Work order –
The answer must consist only of the lines from the line with "M1498,37L1496,40L1477,44L1480,41Z" to the line with "M1422,221L1415,231L1376,240L1383,229Z", both included, exactly as they stand below.

(Items from a dataset)
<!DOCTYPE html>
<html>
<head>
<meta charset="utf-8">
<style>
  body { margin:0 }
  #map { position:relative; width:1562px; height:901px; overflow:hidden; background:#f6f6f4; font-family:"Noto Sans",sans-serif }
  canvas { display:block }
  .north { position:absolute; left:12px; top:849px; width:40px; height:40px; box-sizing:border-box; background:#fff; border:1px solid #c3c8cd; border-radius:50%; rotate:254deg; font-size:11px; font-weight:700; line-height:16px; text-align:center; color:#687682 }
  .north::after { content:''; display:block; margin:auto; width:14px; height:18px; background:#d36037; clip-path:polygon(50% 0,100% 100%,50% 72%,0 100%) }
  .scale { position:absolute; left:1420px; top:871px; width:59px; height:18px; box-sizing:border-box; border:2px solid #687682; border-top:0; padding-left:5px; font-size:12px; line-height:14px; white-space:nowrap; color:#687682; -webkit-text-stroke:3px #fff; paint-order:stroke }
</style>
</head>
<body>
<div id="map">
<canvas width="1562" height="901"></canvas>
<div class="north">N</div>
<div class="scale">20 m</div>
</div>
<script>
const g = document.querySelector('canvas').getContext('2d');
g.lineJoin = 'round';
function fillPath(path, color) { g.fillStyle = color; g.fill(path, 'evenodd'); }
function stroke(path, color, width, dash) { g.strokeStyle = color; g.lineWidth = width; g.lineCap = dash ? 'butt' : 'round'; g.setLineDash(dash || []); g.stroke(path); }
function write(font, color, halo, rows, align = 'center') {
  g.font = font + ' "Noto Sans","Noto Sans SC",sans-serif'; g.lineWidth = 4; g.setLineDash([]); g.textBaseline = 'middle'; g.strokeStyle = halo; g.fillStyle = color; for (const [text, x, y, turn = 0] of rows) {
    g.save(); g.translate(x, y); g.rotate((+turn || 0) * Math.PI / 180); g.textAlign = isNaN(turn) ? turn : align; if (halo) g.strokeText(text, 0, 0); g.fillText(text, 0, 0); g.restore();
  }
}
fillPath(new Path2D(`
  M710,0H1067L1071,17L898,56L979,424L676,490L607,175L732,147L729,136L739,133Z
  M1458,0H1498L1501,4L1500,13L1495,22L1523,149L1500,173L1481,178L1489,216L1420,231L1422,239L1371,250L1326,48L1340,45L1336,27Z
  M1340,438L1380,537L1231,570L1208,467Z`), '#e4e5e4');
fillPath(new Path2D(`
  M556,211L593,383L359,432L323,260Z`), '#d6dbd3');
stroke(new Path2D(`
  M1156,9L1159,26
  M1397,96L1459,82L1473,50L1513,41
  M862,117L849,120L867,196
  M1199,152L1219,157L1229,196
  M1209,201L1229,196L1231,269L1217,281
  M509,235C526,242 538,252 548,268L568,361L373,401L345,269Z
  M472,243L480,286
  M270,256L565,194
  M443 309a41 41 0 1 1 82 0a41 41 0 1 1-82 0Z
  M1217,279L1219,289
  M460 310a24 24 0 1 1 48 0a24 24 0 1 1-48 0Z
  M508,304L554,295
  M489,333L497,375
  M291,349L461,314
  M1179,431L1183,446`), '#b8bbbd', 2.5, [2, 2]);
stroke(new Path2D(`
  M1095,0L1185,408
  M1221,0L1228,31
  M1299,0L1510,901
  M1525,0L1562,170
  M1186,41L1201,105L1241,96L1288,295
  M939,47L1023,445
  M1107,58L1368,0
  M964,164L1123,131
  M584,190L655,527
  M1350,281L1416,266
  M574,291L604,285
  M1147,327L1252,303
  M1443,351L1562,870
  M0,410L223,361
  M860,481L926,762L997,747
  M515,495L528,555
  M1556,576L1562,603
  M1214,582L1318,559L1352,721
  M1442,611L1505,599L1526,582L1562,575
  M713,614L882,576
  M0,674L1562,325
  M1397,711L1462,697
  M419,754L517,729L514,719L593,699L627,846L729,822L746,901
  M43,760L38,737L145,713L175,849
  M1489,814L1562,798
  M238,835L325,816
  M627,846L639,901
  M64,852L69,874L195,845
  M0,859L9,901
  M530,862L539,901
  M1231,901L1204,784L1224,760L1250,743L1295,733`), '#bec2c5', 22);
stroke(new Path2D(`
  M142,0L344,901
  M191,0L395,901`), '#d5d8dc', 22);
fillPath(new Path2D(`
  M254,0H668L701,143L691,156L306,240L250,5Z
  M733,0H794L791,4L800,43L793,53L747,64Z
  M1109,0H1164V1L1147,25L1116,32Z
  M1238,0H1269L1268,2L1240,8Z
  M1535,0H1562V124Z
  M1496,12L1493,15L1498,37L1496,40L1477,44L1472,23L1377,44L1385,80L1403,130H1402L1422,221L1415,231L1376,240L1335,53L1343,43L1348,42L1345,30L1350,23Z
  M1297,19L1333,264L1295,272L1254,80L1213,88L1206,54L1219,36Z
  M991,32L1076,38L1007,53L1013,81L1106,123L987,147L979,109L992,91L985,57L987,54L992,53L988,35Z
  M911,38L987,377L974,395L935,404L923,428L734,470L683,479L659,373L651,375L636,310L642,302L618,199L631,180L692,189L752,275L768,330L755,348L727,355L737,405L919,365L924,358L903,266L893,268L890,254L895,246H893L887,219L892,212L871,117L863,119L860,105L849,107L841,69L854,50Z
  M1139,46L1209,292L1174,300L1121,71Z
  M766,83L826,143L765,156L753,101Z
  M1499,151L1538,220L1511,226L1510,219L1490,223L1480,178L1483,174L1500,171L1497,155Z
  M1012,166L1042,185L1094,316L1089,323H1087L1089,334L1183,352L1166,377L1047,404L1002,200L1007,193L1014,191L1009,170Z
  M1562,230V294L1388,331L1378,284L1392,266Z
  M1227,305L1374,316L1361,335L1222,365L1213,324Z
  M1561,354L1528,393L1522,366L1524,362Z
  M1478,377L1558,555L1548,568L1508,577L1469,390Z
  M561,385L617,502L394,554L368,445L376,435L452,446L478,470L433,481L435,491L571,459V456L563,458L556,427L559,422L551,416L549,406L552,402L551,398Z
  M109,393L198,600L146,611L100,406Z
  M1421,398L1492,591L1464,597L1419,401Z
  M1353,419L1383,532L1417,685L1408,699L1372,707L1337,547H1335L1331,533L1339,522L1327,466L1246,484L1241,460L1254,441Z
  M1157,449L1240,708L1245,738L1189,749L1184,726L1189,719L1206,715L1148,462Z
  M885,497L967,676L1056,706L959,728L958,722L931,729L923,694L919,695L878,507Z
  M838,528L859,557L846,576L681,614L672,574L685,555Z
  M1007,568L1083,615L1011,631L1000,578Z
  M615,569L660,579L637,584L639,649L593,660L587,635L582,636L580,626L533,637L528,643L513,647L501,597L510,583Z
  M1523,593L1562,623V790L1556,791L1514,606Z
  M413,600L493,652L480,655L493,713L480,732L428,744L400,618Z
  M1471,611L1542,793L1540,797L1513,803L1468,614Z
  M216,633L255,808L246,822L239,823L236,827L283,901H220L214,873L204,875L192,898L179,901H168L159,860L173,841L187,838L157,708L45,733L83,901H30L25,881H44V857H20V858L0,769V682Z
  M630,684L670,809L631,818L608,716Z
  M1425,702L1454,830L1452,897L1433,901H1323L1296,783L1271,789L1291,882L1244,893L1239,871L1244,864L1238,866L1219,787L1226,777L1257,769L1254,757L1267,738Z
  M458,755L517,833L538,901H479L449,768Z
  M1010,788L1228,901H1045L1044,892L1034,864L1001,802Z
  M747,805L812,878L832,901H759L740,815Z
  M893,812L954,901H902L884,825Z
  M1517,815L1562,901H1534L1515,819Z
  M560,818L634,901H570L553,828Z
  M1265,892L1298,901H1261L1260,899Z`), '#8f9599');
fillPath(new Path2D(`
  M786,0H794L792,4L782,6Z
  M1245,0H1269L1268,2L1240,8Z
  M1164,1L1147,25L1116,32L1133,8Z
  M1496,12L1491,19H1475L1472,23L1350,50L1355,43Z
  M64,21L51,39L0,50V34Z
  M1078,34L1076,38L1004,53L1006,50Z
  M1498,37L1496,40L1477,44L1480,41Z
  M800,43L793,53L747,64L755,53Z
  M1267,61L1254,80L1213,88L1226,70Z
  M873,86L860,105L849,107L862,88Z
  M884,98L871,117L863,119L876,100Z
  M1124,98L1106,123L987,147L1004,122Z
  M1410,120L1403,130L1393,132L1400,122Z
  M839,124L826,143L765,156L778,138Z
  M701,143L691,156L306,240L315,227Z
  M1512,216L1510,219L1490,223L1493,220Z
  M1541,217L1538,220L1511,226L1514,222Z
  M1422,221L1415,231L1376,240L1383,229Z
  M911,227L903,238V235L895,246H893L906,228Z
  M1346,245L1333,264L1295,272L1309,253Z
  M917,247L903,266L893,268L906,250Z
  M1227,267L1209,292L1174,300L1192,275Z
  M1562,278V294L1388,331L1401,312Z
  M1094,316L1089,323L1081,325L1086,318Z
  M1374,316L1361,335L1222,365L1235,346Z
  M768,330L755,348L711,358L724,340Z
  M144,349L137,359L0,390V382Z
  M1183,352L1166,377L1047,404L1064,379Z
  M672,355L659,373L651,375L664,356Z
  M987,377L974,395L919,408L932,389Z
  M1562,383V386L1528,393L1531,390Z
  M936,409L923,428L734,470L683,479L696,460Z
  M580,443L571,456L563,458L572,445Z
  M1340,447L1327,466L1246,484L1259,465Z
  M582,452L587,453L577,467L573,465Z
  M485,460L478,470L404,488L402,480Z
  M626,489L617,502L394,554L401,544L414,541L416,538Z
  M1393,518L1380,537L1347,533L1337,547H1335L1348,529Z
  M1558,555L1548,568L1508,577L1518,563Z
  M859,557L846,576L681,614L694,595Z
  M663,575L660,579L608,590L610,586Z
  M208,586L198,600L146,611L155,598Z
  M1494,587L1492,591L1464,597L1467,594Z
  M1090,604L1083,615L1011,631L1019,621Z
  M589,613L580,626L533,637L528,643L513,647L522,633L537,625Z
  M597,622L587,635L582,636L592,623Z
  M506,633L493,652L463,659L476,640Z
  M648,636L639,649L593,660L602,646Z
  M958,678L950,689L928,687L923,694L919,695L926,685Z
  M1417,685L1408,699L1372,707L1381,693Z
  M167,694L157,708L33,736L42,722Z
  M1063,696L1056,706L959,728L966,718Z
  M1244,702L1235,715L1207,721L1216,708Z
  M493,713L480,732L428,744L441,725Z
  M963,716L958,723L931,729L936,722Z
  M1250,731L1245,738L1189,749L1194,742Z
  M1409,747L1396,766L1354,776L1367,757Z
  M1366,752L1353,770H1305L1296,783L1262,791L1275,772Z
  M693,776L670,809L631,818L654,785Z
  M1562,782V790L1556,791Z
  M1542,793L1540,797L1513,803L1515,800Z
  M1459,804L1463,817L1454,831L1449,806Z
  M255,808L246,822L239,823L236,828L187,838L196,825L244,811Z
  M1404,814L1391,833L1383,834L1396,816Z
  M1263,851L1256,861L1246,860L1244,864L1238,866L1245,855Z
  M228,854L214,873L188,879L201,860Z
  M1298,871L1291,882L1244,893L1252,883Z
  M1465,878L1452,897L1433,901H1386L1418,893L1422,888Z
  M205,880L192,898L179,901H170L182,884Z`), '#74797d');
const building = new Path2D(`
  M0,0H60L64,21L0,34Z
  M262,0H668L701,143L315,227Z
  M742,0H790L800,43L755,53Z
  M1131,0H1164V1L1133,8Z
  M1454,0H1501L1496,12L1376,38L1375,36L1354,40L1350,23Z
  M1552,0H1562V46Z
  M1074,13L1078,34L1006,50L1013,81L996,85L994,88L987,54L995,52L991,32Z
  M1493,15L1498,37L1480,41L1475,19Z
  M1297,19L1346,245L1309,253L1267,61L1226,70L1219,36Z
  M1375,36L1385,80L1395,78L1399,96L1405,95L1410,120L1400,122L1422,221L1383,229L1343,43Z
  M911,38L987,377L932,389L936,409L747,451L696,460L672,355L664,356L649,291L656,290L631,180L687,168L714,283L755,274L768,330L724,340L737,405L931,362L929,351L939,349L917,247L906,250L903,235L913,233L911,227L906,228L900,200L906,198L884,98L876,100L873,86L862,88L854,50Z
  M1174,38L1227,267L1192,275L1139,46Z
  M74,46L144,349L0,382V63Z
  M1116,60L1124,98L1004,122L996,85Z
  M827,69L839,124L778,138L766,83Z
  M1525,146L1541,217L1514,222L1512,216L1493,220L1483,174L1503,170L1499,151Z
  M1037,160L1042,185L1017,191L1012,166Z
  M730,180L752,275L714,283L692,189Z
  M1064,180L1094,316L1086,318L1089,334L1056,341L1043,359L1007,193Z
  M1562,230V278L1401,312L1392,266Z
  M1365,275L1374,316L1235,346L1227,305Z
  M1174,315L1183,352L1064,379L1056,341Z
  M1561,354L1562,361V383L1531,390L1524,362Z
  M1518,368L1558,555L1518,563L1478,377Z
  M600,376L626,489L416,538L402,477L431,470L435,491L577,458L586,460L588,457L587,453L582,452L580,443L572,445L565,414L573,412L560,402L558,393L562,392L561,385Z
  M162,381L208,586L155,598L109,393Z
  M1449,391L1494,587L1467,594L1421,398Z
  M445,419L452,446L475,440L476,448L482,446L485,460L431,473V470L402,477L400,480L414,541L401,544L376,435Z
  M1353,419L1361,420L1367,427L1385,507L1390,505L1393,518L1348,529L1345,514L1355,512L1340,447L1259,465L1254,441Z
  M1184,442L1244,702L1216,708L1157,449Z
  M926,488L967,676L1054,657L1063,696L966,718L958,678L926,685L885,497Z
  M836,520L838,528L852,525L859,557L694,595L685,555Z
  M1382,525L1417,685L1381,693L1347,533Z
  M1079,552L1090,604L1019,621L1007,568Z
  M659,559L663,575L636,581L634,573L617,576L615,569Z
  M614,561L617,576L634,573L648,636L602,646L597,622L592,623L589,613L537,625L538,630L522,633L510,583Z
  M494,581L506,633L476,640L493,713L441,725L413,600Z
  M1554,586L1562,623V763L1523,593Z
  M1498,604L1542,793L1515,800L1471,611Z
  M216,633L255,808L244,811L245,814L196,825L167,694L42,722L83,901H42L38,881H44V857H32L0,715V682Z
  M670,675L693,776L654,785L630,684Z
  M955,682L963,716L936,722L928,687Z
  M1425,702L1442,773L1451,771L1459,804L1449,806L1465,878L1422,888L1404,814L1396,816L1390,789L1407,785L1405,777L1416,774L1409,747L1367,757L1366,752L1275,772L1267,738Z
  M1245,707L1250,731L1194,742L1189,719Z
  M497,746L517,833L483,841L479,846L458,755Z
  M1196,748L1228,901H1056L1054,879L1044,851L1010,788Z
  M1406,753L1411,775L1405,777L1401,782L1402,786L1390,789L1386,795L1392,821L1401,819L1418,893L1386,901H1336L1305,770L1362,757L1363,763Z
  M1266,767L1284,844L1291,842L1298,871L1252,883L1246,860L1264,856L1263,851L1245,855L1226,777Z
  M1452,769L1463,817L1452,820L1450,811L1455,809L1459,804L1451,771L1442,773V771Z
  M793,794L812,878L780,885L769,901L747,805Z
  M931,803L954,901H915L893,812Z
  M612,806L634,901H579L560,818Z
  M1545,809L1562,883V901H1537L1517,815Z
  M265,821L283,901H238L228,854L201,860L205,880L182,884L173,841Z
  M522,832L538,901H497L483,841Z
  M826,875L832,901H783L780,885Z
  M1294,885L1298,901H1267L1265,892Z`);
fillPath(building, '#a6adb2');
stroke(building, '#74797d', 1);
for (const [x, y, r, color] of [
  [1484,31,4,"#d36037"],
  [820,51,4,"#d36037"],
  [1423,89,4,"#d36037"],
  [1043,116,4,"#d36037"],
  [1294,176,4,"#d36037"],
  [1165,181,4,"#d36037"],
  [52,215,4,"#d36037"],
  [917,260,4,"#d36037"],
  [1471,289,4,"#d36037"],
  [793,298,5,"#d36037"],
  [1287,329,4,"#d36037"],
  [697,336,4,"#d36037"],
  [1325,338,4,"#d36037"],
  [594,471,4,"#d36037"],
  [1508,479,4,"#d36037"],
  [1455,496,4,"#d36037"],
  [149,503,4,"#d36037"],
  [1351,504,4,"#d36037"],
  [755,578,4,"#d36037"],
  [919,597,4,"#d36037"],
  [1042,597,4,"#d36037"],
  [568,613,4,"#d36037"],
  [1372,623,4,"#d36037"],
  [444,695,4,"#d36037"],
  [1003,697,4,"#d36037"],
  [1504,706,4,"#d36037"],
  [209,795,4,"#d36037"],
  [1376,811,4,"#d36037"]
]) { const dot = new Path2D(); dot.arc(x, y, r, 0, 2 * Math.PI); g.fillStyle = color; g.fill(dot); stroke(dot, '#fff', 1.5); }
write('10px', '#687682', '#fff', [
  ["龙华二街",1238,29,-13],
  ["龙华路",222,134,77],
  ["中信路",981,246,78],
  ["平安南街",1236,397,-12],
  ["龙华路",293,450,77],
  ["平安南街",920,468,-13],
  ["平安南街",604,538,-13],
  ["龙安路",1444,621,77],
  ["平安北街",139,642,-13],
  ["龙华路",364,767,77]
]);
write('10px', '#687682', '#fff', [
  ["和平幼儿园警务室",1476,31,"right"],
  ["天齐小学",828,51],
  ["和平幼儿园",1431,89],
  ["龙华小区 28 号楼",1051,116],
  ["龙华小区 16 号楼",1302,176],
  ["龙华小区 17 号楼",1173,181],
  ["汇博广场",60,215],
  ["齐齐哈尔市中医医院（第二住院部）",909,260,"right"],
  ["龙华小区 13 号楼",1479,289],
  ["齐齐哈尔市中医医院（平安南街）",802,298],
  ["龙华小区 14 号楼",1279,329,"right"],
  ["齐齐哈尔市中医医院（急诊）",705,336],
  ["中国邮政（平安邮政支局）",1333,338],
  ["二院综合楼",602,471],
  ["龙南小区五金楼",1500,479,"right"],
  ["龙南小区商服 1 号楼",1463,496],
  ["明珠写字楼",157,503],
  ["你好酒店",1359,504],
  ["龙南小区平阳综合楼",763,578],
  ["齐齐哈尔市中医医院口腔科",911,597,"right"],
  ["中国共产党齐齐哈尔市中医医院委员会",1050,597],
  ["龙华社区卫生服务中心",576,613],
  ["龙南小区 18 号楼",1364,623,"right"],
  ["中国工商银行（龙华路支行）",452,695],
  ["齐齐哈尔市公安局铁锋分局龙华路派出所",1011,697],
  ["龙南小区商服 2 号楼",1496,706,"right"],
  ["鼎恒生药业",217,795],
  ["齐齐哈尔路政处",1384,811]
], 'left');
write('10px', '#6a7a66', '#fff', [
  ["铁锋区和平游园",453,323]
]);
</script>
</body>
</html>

Completed exercise –
  M1498,37L1496,40L1477,44L1480,41Z
  M800,43L793,53L747,64L755,53Z
  M1267,61L1254,80L1213,88L1226,70Z
  M873,86L860,105L849,107L862,88Z
  M884,98L871,117L863,119L876,100Z
  M1124,98L1106,123L987,147L1004,122Z
  M1410,120L1403,130L1393,132L1400,122Z
  M839,124L826,143L765,156L778,138Z
  M701,143L691,156L306,240L315,227Z
  M1512,216L1510,219L1490,223L1493,220Z
  M1541,217L1538,220L1511,226L1514,222Z
  M1422,221L1415,231L1376,240L1383,229Z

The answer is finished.